What to do
Exactly the lines from the start of the entries through the line with "position:absolute; translate:-50% -33px;" are required in the output, with no pictures among them.

─── Data extracts

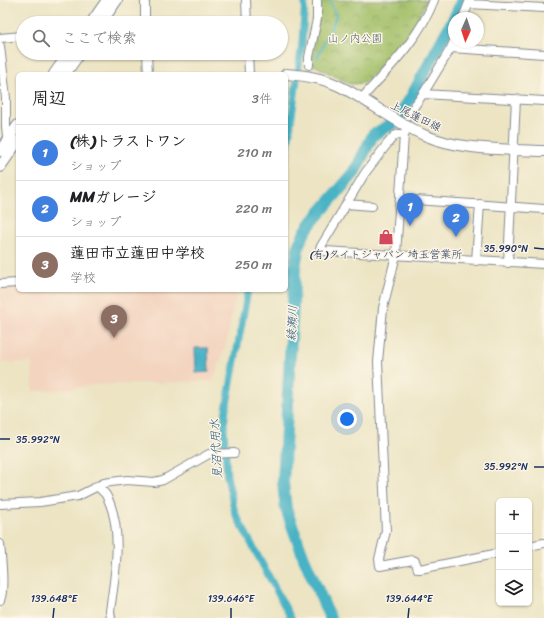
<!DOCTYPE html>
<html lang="ja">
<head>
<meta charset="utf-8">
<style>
	:root { --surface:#fff; --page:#f6f6f6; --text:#202124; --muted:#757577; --line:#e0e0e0; --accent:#d93025 }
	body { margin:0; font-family:Sriracha,"Klee One",sans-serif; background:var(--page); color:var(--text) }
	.controls { position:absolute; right:12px; bottom:12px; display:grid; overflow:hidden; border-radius:6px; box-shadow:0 1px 3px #0004 }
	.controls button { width:36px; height:36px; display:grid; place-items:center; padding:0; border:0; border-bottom:1px solid var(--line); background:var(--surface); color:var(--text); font:20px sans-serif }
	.compass { position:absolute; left:448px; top:12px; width:36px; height:36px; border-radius:50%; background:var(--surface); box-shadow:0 1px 3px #0004; rotate:183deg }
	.you { position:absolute; left:347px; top:419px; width:14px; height:14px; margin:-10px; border:3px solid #fff; border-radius:50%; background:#1a73e8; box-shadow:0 0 0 6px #1a73e833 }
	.badge { display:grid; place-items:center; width:26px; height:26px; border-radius:50%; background:var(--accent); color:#fff; font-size:13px; font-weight:700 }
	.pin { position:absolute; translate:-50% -33px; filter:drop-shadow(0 1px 2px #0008) }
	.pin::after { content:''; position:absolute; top:21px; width:14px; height:12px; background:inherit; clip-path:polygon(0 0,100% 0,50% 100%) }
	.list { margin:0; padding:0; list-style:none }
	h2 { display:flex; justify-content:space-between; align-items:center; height:52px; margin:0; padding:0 16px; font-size:17px }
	h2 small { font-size:13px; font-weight:400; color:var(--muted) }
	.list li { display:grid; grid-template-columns:26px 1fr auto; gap:12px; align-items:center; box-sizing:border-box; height:56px; padding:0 16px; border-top:1px solid var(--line) }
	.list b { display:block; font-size:15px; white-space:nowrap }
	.list p { margin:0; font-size:13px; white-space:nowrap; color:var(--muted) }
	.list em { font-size:13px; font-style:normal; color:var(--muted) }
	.icon { flex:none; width:22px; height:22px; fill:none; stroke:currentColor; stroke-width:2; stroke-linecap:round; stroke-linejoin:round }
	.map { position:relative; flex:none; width:544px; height:618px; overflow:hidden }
	.search { position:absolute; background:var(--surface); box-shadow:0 1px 3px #0004; left:16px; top:16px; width:272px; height:44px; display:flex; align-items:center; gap:10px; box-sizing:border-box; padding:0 14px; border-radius:22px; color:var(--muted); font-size:15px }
	.panel { position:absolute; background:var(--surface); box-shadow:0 1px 3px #0004; left:16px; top:72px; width:272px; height:220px; border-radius:6px }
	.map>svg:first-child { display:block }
</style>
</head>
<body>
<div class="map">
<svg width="544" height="618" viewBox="0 0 544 618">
	<defs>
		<pattern id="park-crowns" width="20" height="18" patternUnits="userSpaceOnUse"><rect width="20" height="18" fill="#a2bf67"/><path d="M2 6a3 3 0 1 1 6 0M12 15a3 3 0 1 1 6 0" fill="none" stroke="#839c58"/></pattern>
	</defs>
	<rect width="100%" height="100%" fill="#fcf5e5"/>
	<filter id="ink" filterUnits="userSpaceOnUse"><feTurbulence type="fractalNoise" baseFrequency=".025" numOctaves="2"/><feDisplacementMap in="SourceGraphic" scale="8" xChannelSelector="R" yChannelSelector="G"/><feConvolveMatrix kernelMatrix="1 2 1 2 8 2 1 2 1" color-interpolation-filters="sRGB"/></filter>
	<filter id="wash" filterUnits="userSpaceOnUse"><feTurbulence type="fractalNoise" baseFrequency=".012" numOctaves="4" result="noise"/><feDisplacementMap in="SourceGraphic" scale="16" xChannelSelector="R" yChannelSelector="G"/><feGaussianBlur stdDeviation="0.9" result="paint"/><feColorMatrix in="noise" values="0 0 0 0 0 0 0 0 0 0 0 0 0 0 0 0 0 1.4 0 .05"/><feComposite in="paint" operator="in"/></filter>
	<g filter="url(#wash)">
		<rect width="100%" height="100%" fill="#ece4c3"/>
		<path fill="#f3d4bf" d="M18 284V290H237L226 344 213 381 91 385 68 389 33 391 32 362 1 363 2 344 0 332V286Z"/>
		<path fill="url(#park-crowns)" stroke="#5e7762" d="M319 0H427L414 26 391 56 364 83 350 84 312 64Z"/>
		<path fill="#48b3c5" stroke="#327192" d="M195 348H208L209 372 196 373Z"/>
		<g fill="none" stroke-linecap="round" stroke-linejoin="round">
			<path stroke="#48b3c5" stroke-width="2" d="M317 58 336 17 330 0"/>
			<path stroke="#48b3c5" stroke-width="7" d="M286 159 302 43 305 0
				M248 290 225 415 224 430 227 476 235 513 291 618"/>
			<path stroke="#48b3c5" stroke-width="12" d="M330 618 304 558 286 509 283 483 295 267 299 244 305 232 312 222 354 173 373 135 395 122 410 99 457 12 462 0"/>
		</g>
	</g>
	<g filter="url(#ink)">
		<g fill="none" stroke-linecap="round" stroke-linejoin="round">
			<defs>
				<path id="minor" d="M145 0V23
					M246 0 247 23
					M469 4 544 8
					M463 18 470 0
					M0 38 23 36
					M0 46 6 98V127L8 144
					M451 48 544 54
					M147 53 148 74
					M248 53 249 74
					M309 65V57L317 19V0
					M423 94 544 101
					M361 99C389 68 419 39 434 0
					M408 115 423 94 451 48 454 41
					M407 127 404 135 396 255 383 308 378 362 386 531 379 559 380 566 413 560 415 561 418 569H420L499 553
					M404 135 399 134 394 136 388 143 365 173 320 248 325 251 544 264
					M401 199 544 209
					M346 204 372 206
					M476 261 480 204
					M508 263 516 99
					M0 284 18 283
					M97 486C100 489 104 492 106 495 124 528 115 575 110 611L111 618
					M0 504 40 502 78 496 104 483 111 482 127 480 154 482 163 480 209 454 234 453
					M0 544C1 557 5 589 0 600
					M529 546 544 543"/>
				<path id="major" d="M91 23 107 0
					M101 23 117 0
					M54 74 69 53
					M65 74 80 53
					M286 74C302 75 322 78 337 85 367 99 393 121 424 135 461 151 505 149 544 151
					M0 151 18 125
					M0 167 18 141"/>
			</defs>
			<use href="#minor" stroke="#848a90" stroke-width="10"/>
			<use href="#major" stroke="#848a90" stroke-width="12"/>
			<use href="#minor" stroke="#fff" stroke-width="8"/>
			<use href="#major" stroke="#fff" stroke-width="10"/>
		</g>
	</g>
	<path fill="none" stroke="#1b2f5e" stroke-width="1.5" d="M534 248 544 249M0 439H10M534 467H544M53 618 54 608M231 618V608M408 618 409 608"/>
	<defs>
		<symbol id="shop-bare" viewBox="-9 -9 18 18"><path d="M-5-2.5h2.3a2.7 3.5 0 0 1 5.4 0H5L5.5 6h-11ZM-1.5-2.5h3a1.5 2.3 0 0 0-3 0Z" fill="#d1495b" stroke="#fcf5e5" stroke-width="2.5" paint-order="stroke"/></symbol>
	</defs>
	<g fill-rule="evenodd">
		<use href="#shop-bare" x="375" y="226" width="22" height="22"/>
	</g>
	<g text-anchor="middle" stroke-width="3" stroke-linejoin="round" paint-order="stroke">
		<g font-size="11" fill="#445a61" stroke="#fcf5e5">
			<text x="355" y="42">山ノ内公園</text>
		</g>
		<g font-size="11" fill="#1b2f5e" stroke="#fcf5e5">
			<text transform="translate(416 116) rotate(26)" y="4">上尾蓮田線</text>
		</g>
		<g font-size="11" fill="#1b2f5e" stroke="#fcf5e5">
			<text x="386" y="258">(有)タイトジャパン 埼玉営業所</text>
		</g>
		<g font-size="12" font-style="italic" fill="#28577d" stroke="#fcf5e5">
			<text transform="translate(292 323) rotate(-87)" y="4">綾瀬川</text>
			<text transform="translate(216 449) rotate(-93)" y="4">見沼代用水</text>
		</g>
	</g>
	<g font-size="10" text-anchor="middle" fill="#1b2f5e" stroke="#fcf5e5" stroke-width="3" stroke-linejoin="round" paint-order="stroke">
		<text x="506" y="252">35.990°N</text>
		<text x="38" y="443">35.992°N</text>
		<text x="506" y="470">35.992°N</text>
		<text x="54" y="602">139.648°E</text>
		<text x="231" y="602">139.646°E</text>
		<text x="409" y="602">139.644°E</text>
	</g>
</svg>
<div class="controls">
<button>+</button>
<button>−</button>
<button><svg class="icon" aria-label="layers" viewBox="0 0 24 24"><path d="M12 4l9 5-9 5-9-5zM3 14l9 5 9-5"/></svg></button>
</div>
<svg class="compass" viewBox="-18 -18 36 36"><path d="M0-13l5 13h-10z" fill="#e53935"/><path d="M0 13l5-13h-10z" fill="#757577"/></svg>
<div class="you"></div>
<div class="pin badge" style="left:410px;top:226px;background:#3f7fe0">1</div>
<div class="pin badge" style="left:456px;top:237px;background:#3f7fe0">2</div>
<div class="pin badge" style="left:114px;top:338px;background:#8d6e63">3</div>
<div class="search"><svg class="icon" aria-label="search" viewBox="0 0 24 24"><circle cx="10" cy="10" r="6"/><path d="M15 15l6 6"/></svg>ここで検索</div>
<section class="panel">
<h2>周辺<small>3件</small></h2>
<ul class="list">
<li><span class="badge" style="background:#3f7fe0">1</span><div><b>(株)トラストワン</b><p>ショップ</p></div><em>210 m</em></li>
<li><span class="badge" style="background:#3f7fe0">2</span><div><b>MMガレージ</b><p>ショップ</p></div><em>220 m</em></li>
<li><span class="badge" style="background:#8d6e63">3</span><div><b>蓮田市立蓮田中学校</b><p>学校</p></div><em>250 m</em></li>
</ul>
</section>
</div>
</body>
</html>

──────

Task answer
<!DOCTYPE html>
<html lang="ja">
<head>
<meta charset="utf-8">
<style>
	:root { --surface:#fff; --page:#f6f6f6; --text:#202124; --muted:#757577; --line:#e0e0e0; --accent:#d93025 }
	body { margin:0; font-family:Sriracha,"Klee One",sans-serif; background:var(--page); color:var(--text) }
	.controls { position:absolute; right:12px; bottom:12px; display:grid; overflow:hidden; border-radius:6px; box-shadow:0 1px 3px #0004 }
	.controls button { width:36px; height:36px; display:grid; place-items:center; padding:0; border:0; border-bottom:1px solid var(--line); background:var(--surface); color:var(--text); font:20px sans-serif }
	.compass { position:absolute; left:448px; top:12px; width:36px; height:36px; border-radius:50%; background:var(--surface); box-shadow:0 1px 3px #0004; rotate:183deg }
	.you { position:absolute; left:347px; top:419px; width:14px; height:14px; margin:-10px; border:3px solid #fff; border-radius:50%; background:#1a73e8; box-shadow:0 0 0 6px #1a73e833 }
	.badge { display:grid; place-items:center; width:26px; height:26px; border-radius:50%; background:var(--accent); color:#fff; font-size:13px; font-weight:700 }
	.pin { position:absolute; translate:-50% -33px; filter:drop-shadow(0 1px 2px #0008) }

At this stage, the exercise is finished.